Two things have brought this to my attention. The other day my daughter was riding her bike in Portland when she swerved to avoid a construction site that had spilled out into the street, causing her to crash and hurt herself on train tracks. What was so unusual was that there was a man standing three feet from her putting coins in a meter and he didn't even look up. The construction guys laughed and didn't help her up in any way, nor did they ask her if she was alright as she limped by.
The second incident involved a family member willing to cut off two siblings over a slight that was mostly imagined on her part - certainly not something that was intentional on the part of the two siblings.
What is happening here? My daughter feels the men that watched her crash are digitally desensitized. They watch things crash and get hurt through video games, television shows, etc, and it requires a passive response. Have our brains been rewired to not respond when something is happening in real time? Do family members not feel a connection to other family members because their lives are so full of being busy that people that care about them no longer matter?
Our minds are funny things - they tend to gravitate to what is familiar - regardless of whether it is the right thing to do.
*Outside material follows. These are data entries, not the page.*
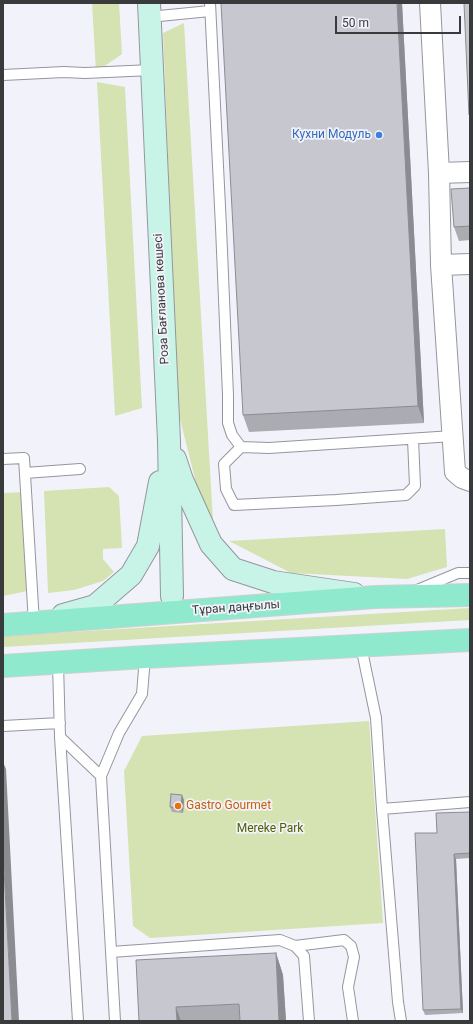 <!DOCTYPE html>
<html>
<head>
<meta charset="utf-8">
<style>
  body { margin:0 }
  #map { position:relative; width:473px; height:1024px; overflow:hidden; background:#f2f3fa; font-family:Roboto,sans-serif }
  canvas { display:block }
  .frame { position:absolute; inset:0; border:4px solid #393a3c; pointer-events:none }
  .scale { position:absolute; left:335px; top:16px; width:126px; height:18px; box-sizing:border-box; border:2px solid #393a3c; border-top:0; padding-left:5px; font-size:12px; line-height:14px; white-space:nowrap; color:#393a3c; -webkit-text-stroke:3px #f2f3fa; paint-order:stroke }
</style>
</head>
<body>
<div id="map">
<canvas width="473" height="1024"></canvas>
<div class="frame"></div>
<div class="scale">50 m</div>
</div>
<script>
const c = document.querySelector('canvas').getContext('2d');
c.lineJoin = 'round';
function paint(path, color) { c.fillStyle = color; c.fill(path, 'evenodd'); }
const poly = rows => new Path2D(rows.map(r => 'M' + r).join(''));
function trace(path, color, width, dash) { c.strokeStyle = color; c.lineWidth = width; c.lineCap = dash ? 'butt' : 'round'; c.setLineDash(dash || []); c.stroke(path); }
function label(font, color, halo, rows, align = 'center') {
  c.font = font + ' Roboto,sans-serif'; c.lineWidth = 3.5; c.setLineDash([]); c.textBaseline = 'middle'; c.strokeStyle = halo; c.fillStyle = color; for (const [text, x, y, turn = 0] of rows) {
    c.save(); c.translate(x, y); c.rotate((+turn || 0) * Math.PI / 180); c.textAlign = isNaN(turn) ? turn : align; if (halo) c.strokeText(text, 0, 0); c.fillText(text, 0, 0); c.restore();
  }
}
paint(poly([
  [92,3,119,3,122,54,96,72],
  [184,23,213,521,203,511,178,411,163,33],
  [97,82,125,87,142,408,115,416],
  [109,487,119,496,122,548,103,549,103,559,114,572,103,581,74,590,48,593,44,491],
  [26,492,32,590,3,596,3,493],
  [445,529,447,567,407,579,291,573,229,541],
  [470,608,470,620,3,647,3,636],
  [369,721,383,923,150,938,133,926,124,771,142,736]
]), '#d5e2b2');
const lane = poly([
  [210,3,221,227,228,395,228,423,232,435,241,447,269,448,453,436],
  [149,17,210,11],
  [3,75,64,72,85,73,152,70],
  [241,447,224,464,226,489,234,505,336,500,406,495,415,486,413,439],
  [3,459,24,458,34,623],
  [25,473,80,469],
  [417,590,458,573,470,573],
  [361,646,376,718,382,809,398,1002,401,1021],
  [58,663,60,737,78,1021],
  [3,726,60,723],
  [60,737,101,776],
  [382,809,470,802],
  [295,946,344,940,351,946,354,957,348,987,353,1021],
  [111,952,280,940,295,946,304,956,309,1021],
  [115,1021,101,776,119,733,142,694,145,657]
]);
const street = poly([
  [430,3,439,173,441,265,455,472,462,478,470,481],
  [439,173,470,172],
  [441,265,470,264]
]);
const secondary = poly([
  [149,3,169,441,172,596],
  [175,459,182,480,211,544,233,569,273,582,354,594],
  [63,615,95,606,131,575,148,546,160,482]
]);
const primary = poly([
  [3,625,375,597,470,595],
  [3,666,145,657,470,640]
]);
trace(lane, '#95969d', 12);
trace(street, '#95969d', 22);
trace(secondary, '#95969d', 24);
trace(primary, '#cfd0d0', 24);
trace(lane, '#fff', 10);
trace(street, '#fff', 20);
trace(secondary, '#c7f4e6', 22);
trace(primary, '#8fe9cd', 22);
paint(poly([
  [402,3,424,423,249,432,243,415],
  [470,188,470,240,459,241,454,227],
  [184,800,183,813,172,812,170,807],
  [470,812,470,858,456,859,463,1013,425,1015,423,1010,437,833],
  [276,953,283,975,286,1021,139,1021]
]), '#abacb2');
paint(poly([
  [397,3,402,3,424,423,418,406],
  [3,762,6,769,19,1021,12,1021,3,850],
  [182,795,184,800,183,813,181,808],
  [454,854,456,859,463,1013,461,1009],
  [276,953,283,975,286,1021,279,1021],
  [176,1007,181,1021,177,1021]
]), '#8b8c91');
const building = poly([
  [221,3,397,3,418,406,243,415,221,3],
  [464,3,470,3,470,115,469,115,464,3],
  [470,188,470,226,454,227,451,189,470,188],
  [171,794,182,795,181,808,170,807,171,794],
  [470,812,470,853,454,854,461,1009,423,1010,415,833,437,833,436,813,470,812],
  [3,850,12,1021,3,1021,3,850],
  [276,953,279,1021,240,1021,239,1004,176,1007,177,1021,139,1021,136,960,276,953]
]);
paint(building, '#c7c8cf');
trace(building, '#8b8c91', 1);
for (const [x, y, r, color] of [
  [379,135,4,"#3f7fe0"],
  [178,806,4,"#e8710a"]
]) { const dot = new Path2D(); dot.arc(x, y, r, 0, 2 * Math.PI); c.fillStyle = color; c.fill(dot); trace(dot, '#f2f3fa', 1.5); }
label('12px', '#366cbe', '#f2f3fa', [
  ["Кухни Модуль",371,135]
], 'right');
label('12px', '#393a3c', '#f2f3fa', [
  ["Роза Бағланова көшесі",162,299,-93],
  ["Тұран даңғылы",236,608,-4]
]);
label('12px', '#c56008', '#f2f3fa', [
  ["Gastro Gourmet",186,806]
], 'left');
label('12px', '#4e5e03', '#f2f3fa', [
  ["Mereke Park",270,829]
]);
</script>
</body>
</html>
If passive or irritated reactions to a world that is picking up speed is the accustomed response, then that's where it will go automatically.
For my part, I've noticed a need to disconnect from my blog a bit because of this very issue. Instead of making an effort with friends, it was much easier to communicate on my blog. Admittedly, my blogging friends tend to think more like myself, but that should not stop me from committing time and energy to enjoying others - despite our increasing differences. We learn from differences. We learn tolerance, we learn to care about others besides ourselves, and we learn that flesh and blood hurts when it falls.